Such sad and awful news. So sad and awful, in fact, that part of me couldn’t really face marking or commenting on it. Since first hearing the tragic report yesterday, I’ve been stunned, hoping the news proved to be a hoax (as most of us did when the news spread like wildfire on the Interwebs and social media). And frankly, like the exhaustion that always seemed to set in when one of Philip Seymour Hoffman’s indelible characters was confronted with inevitable, insurmountable emotional odds, I just didn’t think I had the heart. But ultimately, I guess I just felt the need and the necessity to formally acknowledge Hoffman’s death yesterday, at age 46, of an apparent drug overdose in his Greenwich Village apartment.
Hoffman has been my favorite actor since the ’70s heyday of loose-cannons and character actors who became unorthodox leading men: guys like Jack Nicholson, Dennis Hopper, Dustin Hoffman, and Al Pacino (and his cohort John Casale). Hoffman was — it’s surreal to use the past tense here — a vastly versatile actor who could play seemingly any role, and do it with an outwardly rumpled, but internally razor-sharp edge of anxious unpredictability; a soulful if skewed empathy and pathos for his subjects (which, in turn, triggered a similar emotional response from us for his characters); and a flawed humanity that somehow always felt real, and at times discomfortingly familiar.
Philip Seymour Hoffman embraced noble striving amid human fallibility, and embodied an epic failing that all too often seemed inevitable (in life too, apparently, as on stage and screen). To me he was a true throwback to a time when stories and characters made movies instead of explosions and special effects. I loved the guy’s work and style, absolutely. But it is no overstatement for me to say he was supremely superb in virtually everything he touched, whether his role was large or small, big budget Hollywood or labor-of-love indie. On-screen, the pained, pudgy-faced Hoffman gave everything to his characters that his feverish mind, clammy demeanor, and starchy body — a matted paste of reddish-blonde hair set atop a schlumpy posture and dumpy frame that looked to have been built on a foundation of cheese fries and bad takeout — could possibly muster.

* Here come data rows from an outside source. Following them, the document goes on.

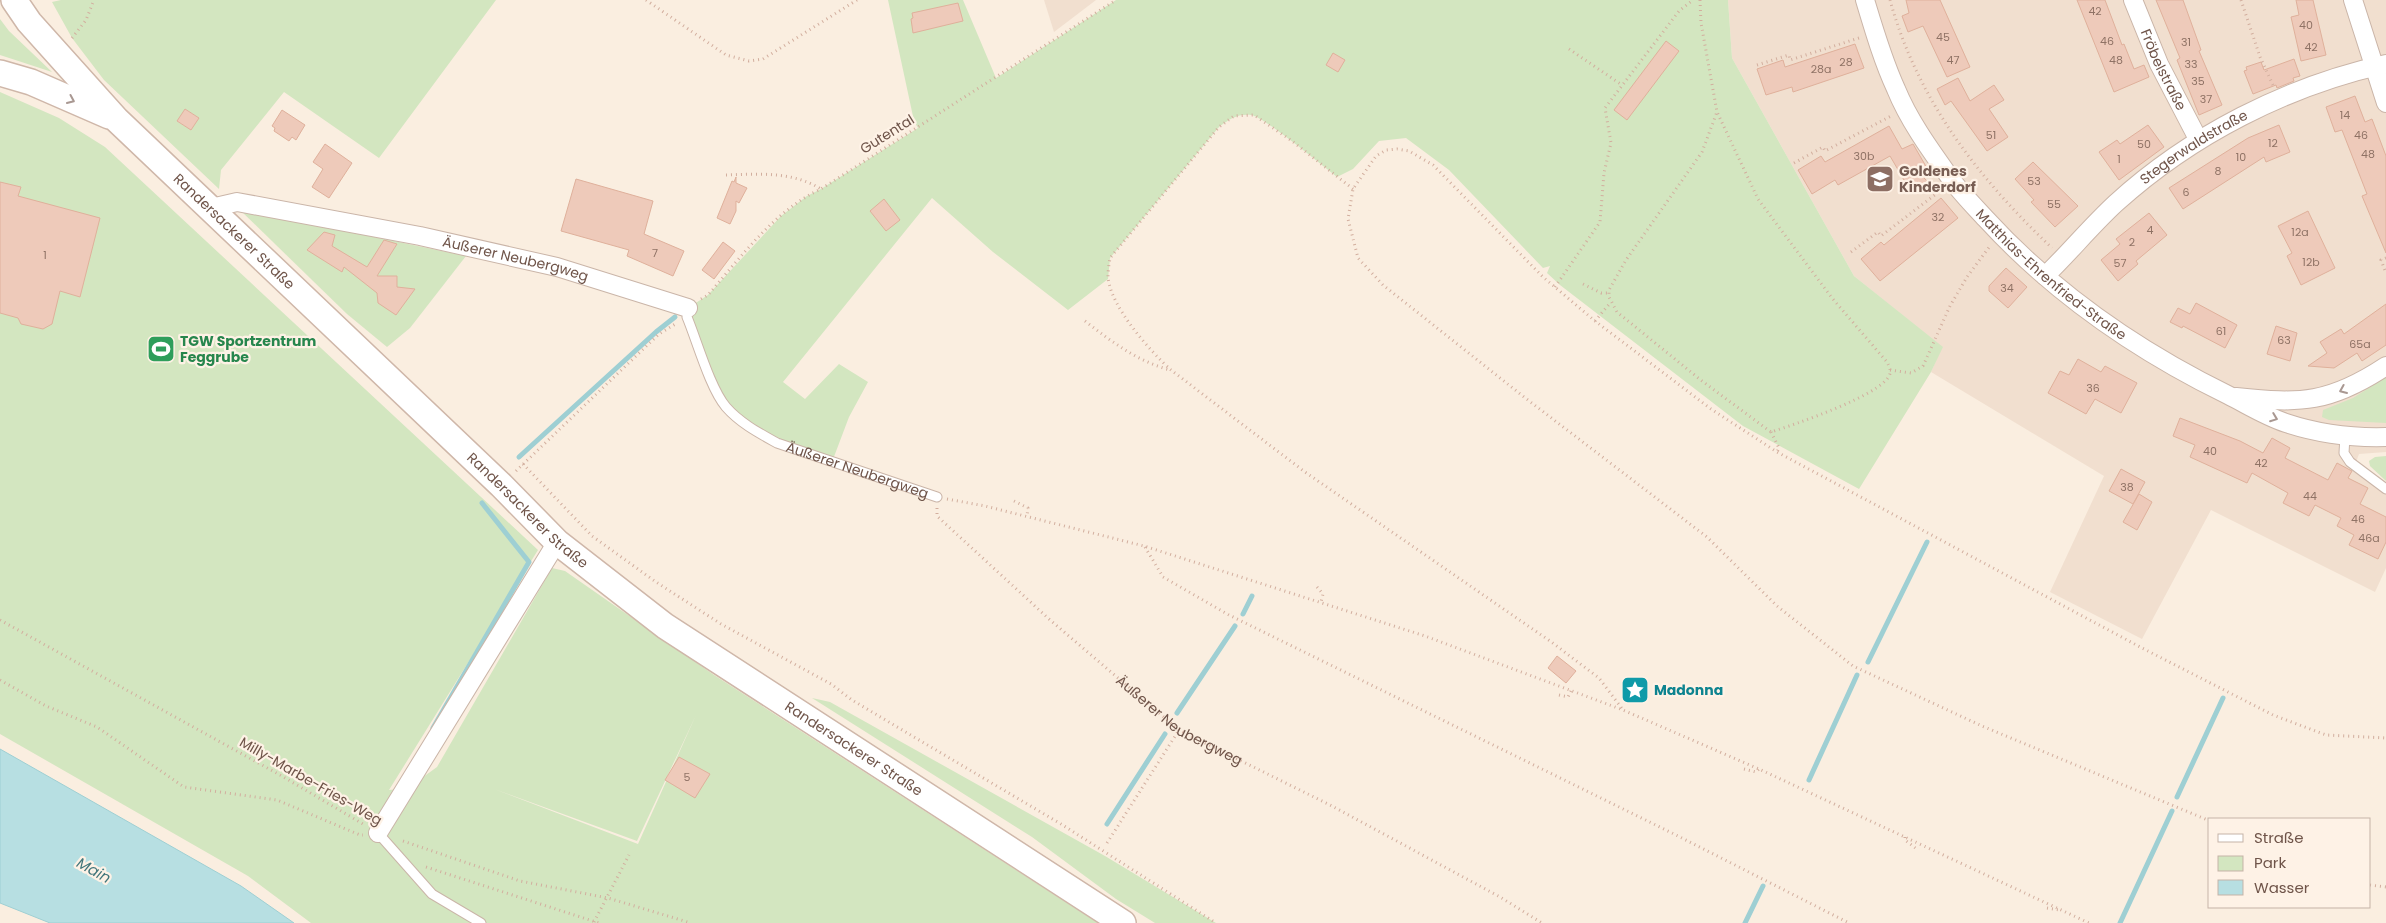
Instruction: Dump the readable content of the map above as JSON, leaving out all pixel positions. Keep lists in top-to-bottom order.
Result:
{
  "streets": {
    "main road": ["Randersackerer Straße"],
    "street": [
      "Fröbelstraße",
      "Stegerwaldstraße",
      "Äußerer Neubergweg",
      "Matthias-Ehrenfried-Straße"
    ],
    "path": ["Gutental", "Milly-Marbe-Fries-Weg"]
  },
  "crossings": [
    ["Fröbelstraße", "Stegerwaldstraße"],
    ["Gutental", "Randersackerer Straße"],
    ["Gutental", "Äußerer Neubergweg"],
    ["Stegerwaldstraße", "Matthias-Ehrenfried-Straße"],
    ["Randersackerer Straße", "Äußerer Neubergweg"]
  ],
  "water": ["Main"],
  "places": {
    "school or university": ["Goldenes Kinderdorf"],
    "sports": ["TGW Sportzentrum Feggrube"],
    "place": ["Madonna"]
  },
  "house_numbers": [
    "42",
    "40",
    "45",
    "46",
    "31",
    "42",
    "47",
    "48",
    "28",
    "33",
    "28a",
    "35",
    "37",
    "14",
    "51",
    "46",
    "12",
    "50",
    "48",
    "30b",
    "10",
    "1",
    "8",
    "53",
    "6",
    "55",
    "32",
    "4",
    "12a",
    "2",
    "7",
    "1",
    "12b",
    "57",
    "34",
    "61",
    "63",
    "65a",
    "36",
    "40",
    "42",
    "38",
    "44",
    "46",
    "46a",
    "5"
  ],
  "legend": ["Straße", "Park", "Wasser"]
}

People talk, and rightly so, about Hoffman’s three Tony nominations and his Oscar win for his terrific performance as the title character in “Capote.” Or his early star turn as a pathetic porn industry hanger-on obsessed with outlandishly endowed star Dirk Diggler in “Boogie Nights.” Or his dead-on portrayal of rock critic Lester Bangs in the otherwise overrated groupie bauble, “Almost Famous” (his moments on screen were by far the best thing about the movie). But there were so, so many performances to choose from, and at least we can take some small measure of comfort in that.
Hoffman left behind not just a remarkably rich and deep body of work, but a legacy and template for all actors to emulate, and audiences to measure as hallmarks of a great performance. He was always at his best in the incisive character and story-driven films that used to be staples in the maverick, and now-vanished, “Easy Riders and Raging Bulls” era that defined ’70s American cinema. If you haven’t yet gotten around to seeing them, I would strongly urge you to check out the beautiful bummers of “Happiness,” “Love Liza,” “Owning Mahowny,” “Before The Devil Knows You’re Dead,” “Doubt,” and “The Savages” for a few (okay, six) examples of Hoffman’s very best work in some very fine, quietly harrowing films. In most of his movies, the better Hoffman is, the more uncomfortable you are watching him. But you can’t help but be compelled to.
He was not a gorgeously glamorous, larger-than-life movie star on the red carpet, or chiseled action-figure scenery chewer given to comic-book melodrama. In fact, what he was not is precisely what made Hoffman so consistently, absolutely believable as a real-life presence on film. For me, Hoffman was always, easily, the most interesting person to watch on the screen.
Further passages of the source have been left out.